Scalable Bayesian Network Structure Learning Using Tsetlin Machine to Constrain the Search Space
Kunal Dumbre, Lei Jiao, Ole-Christoffer Granmo
TL;DR
The paper tackles the scalability bottleneck of constraint-based Bayesian network structure learning by using a Weighted Tsetlin Machine to preselect a small set of highly informative literals per target variable, thereby reducing the number of conditional independence tests. The method identifies the top-2 important variables via a seven-step WTMs workflow and then conducts CI tests only on these variables to construct a causal graph, achieving linear-time scaling with respect to the number of features. Empirical results on bnlearn datasets show substantial reductions in CI tests and competitive precision, recall, and F1 scores across networks of varying size, compared to established baselines. The approach offers a practical pathway to scalable causal discovery in large, categorical datasets, while acknowledging limitations from restricting to the top-2 variables and outlining avenues for adaptive expansion in future work.
Abstract
The PC algorithm is a widely used method in causal inference for learning the structure of Bayesian networks.
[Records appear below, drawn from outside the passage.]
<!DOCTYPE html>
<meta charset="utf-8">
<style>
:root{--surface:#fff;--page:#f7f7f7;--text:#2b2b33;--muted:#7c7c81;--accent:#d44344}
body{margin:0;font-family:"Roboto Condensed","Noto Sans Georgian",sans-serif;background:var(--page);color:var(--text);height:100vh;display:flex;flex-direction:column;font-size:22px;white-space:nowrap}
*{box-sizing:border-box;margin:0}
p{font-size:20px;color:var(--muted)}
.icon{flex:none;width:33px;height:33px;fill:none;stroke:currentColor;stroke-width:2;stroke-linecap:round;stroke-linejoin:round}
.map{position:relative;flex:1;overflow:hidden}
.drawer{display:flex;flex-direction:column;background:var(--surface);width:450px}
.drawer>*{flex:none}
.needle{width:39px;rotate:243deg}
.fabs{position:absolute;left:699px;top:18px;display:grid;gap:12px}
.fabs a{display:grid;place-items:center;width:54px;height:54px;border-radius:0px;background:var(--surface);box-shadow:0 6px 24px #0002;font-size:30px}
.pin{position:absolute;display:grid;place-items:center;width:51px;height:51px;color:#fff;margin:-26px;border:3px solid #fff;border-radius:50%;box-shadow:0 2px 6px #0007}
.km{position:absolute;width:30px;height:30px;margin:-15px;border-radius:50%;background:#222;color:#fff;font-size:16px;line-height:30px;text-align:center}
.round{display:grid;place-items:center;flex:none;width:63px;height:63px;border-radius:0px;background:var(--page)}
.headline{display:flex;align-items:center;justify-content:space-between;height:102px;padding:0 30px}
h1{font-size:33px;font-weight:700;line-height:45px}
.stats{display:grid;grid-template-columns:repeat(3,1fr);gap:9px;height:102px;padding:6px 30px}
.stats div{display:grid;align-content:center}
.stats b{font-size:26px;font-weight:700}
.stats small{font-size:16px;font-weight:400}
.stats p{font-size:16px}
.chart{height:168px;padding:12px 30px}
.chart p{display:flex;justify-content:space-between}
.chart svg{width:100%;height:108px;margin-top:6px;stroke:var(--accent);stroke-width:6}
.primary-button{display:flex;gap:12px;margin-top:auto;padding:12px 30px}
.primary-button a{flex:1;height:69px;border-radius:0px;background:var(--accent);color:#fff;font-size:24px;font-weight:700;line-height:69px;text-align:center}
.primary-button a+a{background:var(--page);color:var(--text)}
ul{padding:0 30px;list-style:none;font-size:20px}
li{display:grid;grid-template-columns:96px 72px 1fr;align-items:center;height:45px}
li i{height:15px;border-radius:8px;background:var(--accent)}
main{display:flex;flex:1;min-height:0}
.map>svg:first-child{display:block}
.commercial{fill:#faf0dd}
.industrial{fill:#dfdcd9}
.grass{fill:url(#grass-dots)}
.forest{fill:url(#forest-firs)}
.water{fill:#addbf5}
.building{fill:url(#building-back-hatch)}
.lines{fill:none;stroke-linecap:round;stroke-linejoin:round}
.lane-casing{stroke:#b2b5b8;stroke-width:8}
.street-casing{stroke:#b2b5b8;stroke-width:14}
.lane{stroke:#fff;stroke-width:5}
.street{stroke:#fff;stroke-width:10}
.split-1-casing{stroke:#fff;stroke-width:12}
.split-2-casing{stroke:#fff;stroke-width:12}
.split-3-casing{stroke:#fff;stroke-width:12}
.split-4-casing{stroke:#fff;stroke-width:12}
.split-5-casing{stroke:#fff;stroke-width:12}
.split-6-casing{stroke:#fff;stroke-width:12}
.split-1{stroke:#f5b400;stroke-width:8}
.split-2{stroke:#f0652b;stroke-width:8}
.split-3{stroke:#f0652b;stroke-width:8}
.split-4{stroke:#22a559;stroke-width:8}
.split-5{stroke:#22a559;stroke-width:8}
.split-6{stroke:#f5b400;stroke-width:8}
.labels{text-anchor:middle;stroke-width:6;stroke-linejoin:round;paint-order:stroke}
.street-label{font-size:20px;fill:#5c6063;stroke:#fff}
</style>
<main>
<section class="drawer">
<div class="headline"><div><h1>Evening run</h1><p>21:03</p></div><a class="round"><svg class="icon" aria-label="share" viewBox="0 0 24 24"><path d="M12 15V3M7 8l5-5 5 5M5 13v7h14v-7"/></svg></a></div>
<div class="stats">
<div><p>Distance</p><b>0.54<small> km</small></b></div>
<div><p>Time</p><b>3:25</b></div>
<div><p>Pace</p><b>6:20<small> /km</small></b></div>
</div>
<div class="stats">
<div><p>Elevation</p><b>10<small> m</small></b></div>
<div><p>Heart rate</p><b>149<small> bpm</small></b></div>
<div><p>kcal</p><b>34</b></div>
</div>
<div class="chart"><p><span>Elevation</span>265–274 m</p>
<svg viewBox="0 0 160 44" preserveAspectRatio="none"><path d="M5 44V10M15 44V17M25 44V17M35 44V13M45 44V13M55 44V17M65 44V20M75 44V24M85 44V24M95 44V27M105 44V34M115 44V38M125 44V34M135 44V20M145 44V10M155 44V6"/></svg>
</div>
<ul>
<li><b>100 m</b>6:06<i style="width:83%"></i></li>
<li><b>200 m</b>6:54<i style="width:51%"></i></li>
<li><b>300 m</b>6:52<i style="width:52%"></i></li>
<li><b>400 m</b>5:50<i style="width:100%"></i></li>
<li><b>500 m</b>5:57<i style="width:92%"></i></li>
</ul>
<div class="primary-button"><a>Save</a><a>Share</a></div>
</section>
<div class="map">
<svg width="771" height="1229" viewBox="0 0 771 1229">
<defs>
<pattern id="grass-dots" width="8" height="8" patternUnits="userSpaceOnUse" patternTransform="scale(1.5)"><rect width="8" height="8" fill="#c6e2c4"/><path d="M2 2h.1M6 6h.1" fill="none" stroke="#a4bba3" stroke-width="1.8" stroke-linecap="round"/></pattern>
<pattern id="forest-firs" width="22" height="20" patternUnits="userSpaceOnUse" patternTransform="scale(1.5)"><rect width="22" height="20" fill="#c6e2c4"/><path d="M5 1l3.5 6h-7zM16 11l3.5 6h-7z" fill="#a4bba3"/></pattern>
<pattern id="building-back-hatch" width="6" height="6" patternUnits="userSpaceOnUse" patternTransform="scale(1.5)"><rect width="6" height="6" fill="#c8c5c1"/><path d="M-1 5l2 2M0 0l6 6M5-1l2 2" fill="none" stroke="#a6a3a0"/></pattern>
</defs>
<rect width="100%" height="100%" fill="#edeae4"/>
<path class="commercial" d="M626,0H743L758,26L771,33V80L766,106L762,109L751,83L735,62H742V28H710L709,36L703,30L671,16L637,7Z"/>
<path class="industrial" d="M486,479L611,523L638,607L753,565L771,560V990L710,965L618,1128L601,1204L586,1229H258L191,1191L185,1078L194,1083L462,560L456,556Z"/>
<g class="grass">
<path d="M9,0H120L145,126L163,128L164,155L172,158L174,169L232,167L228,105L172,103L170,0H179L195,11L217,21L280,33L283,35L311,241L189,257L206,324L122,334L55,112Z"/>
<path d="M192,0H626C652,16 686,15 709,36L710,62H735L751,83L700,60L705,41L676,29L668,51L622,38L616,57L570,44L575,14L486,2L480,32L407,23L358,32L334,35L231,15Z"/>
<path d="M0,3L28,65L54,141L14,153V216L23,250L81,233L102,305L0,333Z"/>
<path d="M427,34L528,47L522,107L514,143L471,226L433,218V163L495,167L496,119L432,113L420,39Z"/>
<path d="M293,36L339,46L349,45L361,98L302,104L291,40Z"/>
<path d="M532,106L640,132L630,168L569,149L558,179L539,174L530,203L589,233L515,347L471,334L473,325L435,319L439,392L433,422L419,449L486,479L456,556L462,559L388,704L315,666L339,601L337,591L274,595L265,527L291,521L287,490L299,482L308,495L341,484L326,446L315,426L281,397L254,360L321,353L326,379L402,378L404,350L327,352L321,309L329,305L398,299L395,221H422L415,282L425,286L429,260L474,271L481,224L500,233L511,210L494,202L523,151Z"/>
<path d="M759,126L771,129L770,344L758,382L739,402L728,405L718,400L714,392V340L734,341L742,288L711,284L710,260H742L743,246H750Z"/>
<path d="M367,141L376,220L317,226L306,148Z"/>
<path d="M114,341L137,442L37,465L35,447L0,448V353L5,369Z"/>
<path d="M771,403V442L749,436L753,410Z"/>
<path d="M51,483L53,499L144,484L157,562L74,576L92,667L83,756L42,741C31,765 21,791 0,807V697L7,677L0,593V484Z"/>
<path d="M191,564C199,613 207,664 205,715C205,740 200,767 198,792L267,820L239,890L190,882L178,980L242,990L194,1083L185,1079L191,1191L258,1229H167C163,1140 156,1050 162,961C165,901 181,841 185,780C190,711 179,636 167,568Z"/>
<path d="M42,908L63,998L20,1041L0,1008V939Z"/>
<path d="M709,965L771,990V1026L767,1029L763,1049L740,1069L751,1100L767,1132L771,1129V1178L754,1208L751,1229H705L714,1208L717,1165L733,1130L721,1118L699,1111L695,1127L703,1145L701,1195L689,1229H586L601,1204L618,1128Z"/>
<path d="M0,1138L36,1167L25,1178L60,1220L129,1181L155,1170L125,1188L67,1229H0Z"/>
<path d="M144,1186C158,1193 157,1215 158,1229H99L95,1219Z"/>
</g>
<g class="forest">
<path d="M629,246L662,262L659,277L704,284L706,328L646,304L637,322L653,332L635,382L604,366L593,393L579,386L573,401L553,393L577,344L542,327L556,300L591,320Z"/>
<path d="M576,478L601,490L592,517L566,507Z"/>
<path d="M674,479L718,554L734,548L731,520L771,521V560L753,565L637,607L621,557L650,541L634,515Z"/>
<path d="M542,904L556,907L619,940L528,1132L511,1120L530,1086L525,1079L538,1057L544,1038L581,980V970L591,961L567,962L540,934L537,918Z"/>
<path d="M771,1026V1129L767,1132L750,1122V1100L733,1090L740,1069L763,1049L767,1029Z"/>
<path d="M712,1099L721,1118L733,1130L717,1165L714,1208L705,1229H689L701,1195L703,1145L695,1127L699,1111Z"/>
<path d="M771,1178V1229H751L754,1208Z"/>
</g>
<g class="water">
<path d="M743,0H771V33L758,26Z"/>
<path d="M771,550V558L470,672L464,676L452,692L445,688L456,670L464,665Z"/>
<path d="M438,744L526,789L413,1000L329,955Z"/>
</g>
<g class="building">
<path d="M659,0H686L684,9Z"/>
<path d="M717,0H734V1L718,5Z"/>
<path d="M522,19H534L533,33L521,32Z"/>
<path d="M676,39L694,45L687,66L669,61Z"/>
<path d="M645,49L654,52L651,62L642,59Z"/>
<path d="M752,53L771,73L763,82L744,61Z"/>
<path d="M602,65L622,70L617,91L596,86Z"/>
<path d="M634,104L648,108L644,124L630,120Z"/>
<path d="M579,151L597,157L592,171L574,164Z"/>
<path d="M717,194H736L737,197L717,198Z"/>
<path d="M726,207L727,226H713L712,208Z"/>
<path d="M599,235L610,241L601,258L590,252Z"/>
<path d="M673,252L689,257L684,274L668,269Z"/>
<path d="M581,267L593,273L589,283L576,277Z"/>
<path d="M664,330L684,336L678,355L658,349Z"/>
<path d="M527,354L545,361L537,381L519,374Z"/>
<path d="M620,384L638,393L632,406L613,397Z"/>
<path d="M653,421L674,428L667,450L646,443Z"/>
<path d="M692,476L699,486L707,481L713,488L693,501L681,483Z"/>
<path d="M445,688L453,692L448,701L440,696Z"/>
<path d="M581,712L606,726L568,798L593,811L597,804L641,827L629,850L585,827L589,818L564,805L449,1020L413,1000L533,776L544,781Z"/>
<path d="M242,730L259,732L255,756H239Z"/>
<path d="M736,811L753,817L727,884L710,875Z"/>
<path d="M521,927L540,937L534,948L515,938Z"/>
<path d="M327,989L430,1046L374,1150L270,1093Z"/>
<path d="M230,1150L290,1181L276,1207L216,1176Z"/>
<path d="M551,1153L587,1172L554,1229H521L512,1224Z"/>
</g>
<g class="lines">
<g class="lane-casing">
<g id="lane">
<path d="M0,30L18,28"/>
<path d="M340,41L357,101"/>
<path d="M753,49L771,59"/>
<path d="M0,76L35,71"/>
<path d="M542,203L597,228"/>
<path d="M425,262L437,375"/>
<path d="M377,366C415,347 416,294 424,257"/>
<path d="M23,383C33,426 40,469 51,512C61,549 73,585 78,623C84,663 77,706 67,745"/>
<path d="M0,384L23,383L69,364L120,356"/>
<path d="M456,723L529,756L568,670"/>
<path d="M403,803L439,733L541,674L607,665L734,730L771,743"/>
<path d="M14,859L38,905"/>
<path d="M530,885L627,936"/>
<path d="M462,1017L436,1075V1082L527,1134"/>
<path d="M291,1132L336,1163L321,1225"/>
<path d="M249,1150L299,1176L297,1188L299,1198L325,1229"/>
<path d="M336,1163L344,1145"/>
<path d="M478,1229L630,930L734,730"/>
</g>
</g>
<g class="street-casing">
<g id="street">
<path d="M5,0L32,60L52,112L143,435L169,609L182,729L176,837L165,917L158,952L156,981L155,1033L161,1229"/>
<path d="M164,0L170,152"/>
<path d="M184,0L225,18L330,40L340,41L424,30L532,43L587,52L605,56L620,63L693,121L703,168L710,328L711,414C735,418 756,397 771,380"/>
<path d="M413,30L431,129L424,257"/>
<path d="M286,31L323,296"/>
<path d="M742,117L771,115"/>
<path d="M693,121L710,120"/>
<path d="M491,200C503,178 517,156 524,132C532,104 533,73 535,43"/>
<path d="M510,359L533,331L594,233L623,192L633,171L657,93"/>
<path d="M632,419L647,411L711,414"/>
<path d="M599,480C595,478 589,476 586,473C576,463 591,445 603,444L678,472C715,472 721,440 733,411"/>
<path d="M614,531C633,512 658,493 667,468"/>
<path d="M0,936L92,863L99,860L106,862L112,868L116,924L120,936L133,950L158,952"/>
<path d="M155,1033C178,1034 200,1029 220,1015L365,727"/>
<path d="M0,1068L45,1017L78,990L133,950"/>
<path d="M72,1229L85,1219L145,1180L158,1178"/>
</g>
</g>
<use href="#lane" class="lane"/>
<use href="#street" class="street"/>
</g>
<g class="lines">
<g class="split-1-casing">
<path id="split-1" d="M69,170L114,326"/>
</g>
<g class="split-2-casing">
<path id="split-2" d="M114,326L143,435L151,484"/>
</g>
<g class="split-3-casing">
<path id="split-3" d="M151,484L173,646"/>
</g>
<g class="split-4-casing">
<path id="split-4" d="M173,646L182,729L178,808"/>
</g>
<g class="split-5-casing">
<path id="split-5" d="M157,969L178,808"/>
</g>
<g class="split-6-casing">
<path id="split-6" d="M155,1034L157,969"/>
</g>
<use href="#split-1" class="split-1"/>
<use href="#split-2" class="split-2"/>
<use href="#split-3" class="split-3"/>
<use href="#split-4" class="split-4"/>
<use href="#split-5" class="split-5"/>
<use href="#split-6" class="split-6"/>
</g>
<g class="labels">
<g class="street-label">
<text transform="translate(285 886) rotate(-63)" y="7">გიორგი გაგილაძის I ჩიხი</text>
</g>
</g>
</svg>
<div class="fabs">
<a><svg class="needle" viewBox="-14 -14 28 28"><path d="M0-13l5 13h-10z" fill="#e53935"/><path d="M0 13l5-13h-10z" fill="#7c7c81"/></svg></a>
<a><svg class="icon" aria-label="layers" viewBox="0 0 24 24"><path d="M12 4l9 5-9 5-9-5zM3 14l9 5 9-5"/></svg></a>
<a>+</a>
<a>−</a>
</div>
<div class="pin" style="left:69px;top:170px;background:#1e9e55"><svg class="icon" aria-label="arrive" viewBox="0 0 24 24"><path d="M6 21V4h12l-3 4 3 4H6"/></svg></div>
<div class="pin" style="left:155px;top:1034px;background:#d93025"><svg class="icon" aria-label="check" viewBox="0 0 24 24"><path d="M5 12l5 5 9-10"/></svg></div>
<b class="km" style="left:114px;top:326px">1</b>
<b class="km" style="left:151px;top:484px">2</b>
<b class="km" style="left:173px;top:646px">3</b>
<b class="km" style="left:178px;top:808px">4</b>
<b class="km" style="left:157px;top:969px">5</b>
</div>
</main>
Despite its popularity, the PC algorithm suffers from significant time complexity, particularly as the size of the dataset increases, which limits its applicability in large-scale real-world problems. In this study, we propose a novel approach that utilises the Tsetlin Machine (TM) to construct Bayesian structures more efficiently. Our method leverages the most significant literals extracted from the TM and performs conditional independence (CI) tests on these selected literals instead of the full set of variables, resulting in a considerable reduction in computational time. We implemented our approach and compared it with various state-of-the-art methods. Our evaluation includes categorical datasets from the bnlearn repository, such as Munin1, Hepar2. The findings indicate that the proposed TM-based method not only reduces computational complexity but also maintains competitive accuracy in causal discovery, making it a viable alternative to traditional PC algorithm implementations by offering improved efficiency without compromising performance.